Along the way, the twin parties witness the ravages of Colonialism, specifically the genocide and enslavement of natives perpetuated by Colombian rubber barons in the late-19th and mid-20th Century. The two timelines alternate throughout the film, coinciding with the two great Rubber Booms of the Amazon. The first, from 1879 to 1912, was one of the worst holocausts in South American history with some 50,000 Amazon natives enslaved to harvest rubber, it's result decimating 90% of the Indian population in a wave of appalling brutality. The second, spanning the years of 1942 to 1945 saw the Brazilian government at the behest of the Rubber Development Corporation financed with capital from United States, recruit some 100,000 citizens, mostly non-natives, to harvest rubber for the efforts of the second World War. In this approximately 30,000 people died, though the chief cause of death was not murder, but malaria, yellow fever, and other tropical diseases. In Karamakate’s eyes, the rubber barons who enslaved and destroyed his tribe are marauding agents of an insane European and American culture devoted to genocidal conquest and rapacious destruction. These themes are depicted in two central scenes of madness and cultural devastation at the hands of intruders from the outside world.
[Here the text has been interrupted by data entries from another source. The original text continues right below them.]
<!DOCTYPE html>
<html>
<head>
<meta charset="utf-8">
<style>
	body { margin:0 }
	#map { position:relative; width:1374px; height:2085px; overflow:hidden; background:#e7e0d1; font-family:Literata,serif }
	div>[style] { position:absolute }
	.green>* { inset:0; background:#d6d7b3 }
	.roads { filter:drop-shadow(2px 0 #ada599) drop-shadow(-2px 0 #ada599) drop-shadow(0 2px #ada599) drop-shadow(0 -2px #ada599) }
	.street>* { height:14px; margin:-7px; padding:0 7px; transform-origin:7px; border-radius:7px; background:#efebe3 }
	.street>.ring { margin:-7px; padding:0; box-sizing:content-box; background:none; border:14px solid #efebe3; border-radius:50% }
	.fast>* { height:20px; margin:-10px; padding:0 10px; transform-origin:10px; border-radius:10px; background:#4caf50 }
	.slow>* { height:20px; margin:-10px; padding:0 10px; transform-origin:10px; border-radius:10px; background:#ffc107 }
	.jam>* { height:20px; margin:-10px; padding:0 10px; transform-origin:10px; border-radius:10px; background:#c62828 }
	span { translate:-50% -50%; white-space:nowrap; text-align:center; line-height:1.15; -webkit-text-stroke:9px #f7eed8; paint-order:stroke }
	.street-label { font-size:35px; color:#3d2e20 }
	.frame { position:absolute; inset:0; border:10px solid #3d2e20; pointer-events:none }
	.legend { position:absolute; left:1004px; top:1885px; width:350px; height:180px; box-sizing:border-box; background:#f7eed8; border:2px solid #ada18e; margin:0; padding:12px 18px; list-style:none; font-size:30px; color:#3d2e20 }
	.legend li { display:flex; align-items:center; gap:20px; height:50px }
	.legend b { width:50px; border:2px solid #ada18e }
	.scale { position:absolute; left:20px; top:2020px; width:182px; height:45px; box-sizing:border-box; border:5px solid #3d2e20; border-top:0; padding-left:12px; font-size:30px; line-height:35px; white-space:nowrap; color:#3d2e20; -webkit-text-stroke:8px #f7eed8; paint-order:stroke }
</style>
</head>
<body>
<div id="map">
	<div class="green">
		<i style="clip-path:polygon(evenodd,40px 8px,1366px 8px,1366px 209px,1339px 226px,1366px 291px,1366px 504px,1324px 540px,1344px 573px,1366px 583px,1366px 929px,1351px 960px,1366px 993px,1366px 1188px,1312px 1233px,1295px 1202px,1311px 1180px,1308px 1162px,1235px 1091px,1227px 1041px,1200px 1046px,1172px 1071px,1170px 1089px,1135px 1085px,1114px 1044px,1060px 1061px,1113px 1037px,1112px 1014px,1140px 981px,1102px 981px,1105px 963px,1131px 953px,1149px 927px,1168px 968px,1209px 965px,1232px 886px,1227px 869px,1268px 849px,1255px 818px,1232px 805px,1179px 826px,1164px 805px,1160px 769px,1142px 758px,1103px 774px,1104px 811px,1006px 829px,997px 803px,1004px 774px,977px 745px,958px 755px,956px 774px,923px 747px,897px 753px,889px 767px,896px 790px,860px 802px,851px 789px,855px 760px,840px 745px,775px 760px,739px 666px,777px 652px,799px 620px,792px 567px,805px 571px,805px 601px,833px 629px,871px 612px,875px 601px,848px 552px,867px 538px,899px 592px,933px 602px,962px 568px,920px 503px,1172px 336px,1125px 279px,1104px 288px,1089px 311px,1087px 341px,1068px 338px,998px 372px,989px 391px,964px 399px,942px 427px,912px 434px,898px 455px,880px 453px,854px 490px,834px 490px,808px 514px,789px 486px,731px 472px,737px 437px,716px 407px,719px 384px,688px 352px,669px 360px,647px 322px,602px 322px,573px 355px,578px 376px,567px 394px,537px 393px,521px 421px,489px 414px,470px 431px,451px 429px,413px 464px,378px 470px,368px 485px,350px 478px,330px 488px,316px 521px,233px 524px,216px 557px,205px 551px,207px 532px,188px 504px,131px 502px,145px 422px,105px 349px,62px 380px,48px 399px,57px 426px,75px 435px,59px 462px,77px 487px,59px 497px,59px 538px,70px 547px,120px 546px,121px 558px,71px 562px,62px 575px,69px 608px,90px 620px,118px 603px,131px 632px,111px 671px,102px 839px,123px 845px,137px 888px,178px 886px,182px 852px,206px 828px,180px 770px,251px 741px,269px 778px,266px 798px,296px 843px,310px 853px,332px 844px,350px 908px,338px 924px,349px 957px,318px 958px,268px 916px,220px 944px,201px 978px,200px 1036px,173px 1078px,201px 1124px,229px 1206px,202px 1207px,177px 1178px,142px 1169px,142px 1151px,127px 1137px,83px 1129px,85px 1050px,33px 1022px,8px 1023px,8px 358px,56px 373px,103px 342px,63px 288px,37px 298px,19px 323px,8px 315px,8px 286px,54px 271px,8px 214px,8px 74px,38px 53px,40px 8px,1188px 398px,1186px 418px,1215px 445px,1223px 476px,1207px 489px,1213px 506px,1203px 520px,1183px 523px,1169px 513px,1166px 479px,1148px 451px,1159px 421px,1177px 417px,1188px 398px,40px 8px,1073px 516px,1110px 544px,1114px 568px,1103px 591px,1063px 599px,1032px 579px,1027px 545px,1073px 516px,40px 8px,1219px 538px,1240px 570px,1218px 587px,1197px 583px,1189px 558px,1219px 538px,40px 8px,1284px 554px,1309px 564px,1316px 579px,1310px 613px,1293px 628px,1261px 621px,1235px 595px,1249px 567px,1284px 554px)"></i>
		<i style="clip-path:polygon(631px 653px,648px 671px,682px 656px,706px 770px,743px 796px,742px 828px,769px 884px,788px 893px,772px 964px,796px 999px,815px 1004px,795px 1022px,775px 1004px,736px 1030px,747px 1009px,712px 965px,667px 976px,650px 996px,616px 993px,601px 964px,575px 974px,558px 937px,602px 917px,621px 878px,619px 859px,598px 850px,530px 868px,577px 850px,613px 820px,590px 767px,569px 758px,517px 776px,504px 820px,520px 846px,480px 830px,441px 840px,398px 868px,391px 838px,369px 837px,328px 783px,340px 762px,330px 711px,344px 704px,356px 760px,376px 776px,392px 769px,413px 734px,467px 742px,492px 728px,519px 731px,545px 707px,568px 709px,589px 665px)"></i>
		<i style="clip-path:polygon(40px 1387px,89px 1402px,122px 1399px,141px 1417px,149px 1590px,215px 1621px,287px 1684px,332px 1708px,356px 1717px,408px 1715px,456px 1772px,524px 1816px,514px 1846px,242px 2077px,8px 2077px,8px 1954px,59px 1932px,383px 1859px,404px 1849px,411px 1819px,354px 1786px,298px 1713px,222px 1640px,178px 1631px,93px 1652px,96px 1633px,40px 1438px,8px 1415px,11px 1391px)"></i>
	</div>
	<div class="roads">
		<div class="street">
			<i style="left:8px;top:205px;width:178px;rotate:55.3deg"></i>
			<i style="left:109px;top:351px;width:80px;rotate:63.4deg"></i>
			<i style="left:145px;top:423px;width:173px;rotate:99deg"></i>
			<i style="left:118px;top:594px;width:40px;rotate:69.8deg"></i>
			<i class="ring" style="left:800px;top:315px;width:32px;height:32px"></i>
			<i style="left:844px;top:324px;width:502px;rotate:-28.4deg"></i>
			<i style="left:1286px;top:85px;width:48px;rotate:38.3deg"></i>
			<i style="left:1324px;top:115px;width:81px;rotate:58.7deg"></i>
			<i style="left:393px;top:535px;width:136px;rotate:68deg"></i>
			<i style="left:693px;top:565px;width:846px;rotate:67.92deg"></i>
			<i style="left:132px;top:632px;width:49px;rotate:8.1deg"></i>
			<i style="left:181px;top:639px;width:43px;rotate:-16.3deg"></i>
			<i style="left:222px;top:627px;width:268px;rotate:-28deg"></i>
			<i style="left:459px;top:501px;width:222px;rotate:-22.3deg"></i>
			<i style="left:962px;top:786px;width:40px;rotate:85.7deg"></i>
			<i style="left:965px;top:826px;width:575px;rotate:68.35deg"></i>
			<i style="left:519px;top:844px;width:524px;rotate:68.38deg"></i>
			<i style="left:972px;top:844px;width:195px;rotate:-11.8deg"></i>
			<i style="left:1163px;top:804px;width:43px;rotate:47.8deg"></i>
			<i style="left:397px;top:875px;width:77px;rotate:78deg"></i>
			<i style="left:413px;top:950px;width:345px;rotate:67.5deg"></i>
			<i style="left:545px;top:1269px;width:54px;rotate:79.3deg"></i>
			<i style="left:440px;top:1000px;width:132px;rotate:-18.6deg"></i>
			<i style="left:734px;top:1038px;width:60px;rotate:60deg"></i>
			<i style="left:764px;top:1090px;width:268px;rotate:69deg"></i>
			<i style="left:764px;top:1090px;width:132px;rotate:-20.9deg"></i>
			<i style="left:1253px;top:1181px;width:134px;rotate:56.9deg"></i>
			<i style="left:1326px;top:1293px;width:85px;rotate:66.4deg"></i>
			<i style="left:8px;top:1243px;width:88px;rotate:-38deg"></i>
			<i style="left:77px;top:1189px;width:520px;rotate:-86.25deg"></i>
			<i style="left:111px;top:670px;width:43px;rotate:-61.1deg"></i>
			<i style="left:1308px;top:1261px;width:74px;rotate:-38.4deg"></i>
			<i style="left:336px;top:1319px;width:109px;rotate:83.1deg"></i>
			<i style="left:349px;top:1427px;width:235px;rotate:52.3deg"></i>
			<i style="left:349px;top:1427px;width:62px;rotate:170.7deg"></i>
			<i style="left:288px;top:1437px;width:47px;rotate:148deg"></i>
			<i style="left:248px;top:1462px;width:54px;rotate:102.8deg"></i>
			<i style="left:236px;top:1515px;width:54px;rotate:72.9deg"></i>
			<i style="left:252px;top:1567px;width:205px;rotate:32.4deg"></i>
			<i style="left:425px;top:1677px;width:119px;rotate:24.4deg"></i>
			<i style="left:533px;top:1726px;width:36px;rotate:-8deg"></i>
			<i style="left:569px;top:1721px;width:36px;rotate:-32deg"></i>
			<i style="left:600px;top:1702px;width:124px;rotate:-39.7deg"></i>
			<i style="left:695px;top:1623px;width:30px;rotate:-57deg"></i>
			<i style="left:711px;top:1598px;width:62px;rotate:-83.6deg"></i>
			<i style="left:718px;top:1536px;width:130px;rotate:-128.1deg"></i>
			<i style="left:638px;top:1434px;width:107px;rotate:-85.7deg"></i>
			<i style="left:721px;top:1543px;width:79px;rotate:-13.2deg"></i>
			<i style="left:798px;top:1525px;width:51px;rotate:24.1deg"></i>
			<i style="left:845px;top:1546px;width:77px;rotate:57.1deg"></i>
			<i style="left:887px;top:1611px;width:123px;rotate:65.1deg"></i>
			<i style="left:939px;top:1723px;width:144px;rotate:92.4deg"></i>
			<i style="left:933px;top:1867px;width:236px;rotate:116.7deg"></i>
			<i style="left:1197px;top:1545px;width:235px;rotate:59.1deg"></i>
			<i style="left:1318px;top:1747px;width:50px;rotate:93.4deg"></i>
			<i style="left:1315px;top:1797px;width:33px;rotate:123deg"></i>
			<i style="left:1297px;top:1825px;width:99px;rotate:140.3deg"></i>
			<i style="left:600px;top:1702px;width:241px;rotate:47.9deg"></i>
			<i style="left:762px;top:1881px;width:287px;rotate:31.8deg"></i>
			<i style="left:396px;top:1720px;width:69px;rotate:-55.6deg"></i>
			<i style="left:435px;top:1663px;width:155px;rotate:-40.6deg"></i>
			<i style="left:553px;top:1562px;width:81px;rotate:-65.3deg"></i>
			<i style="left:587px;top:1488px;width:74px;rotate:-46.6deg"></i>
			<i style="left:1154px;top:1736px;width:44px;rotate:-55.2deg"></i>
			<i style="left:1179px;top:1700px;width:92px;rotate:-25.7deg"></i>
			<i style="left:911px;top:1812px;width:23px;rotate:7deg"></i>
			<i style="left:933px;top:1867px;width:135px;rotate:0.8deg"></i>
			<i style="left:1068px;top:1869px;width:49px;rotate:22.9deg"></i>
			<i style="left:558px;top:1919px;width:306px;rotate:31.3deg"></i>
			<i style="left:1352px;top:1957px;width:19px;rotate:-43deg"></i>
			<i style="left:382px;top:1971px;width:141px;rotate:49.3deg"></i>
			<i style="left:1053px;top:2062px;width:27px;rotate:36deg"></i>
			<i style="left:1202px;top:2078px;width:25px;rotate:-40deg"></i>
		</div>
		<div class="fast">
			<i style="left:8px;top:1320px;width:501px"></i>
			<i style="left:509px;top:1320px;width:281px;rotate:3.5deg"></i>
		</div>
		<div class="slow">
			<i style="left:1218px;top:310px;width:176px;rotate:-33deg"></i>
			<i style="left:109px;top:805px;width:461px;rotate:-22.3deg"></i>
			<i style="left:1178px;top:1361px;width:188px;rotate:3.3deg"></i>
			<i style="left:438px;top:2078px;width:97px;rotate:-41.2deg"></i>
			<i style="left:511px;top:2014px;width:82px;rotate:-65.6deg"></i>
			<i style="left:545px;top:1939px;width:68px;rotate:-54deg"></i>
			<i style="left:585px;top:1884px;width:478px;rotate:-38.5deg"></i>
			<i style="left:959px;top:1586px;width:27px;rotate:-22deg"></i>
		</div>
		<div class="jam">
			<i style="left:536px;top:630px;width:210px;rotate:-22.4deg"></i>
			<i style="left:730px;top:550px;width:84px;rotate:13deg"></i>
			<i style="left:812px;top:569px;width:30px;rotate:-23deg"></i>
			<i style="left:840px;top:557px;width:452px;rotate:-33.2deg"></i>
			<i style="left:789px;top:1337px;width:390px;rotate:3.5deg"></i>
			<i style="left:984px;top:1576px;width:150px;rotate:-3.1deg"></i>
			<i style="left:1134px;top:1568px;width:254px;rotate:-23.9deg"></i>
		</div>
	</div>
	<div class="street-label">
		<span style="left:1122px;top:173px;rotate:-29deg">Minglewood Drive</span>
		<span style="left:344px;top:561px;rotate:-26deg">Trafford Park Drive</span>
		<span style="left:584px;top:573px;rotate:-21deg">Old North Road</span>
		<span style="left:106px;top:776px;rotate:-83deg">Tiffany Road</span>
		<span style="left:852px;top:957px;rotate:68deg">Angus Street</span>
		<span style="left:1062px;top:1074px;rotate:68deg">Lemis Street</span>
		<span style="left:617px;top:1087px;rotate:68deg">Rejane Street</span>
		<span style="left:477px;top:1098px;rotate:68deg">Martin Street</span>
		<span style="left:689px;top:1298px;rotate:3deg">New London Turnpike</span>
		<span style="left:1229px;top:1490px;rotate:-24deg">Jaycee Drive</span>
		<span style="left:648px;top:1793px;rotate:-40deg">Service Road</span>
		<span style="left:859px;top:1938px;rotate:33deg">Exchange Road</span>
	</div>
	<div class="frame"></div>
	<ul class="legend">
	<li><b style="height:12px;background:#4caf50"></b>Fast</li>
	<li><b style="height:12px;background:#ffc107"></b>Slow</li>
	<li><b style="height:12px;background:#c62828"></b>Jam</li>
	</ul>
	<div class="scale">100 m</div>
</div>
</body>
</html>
On von Martius' quest, they encounter a tyrannical Spanish priest presiding over an isolated Roman Catholic Mission, it's flock of boys orphaned by the conflicts between rubber barons and indigenous tribes. Decades later, Karamakate heals the dying wife of a community cult leader and self-proclaimed Son of God. In a delirium inspired by her recovery, he invites his followers to take from him a Eucharist, literally consuming his body and blood. From here, IndieWire's review from Cannes, describe the "Soulful, Strange and Stunning Discovery" the film diverges on as things take a Jodorowskian turn toward mystical higher ground. Enmity expands into awe as the quest for the yakruna leads to the very threshold of the cosmic. But rather than release through revelation, Guerra gives us a damning condemnation of Colonial encroachment, a "Dreamlike Exploration of Imperialist Pollution" seen sidelong through Western man's journey for knowledge in the spiritual landscape of the Amazon.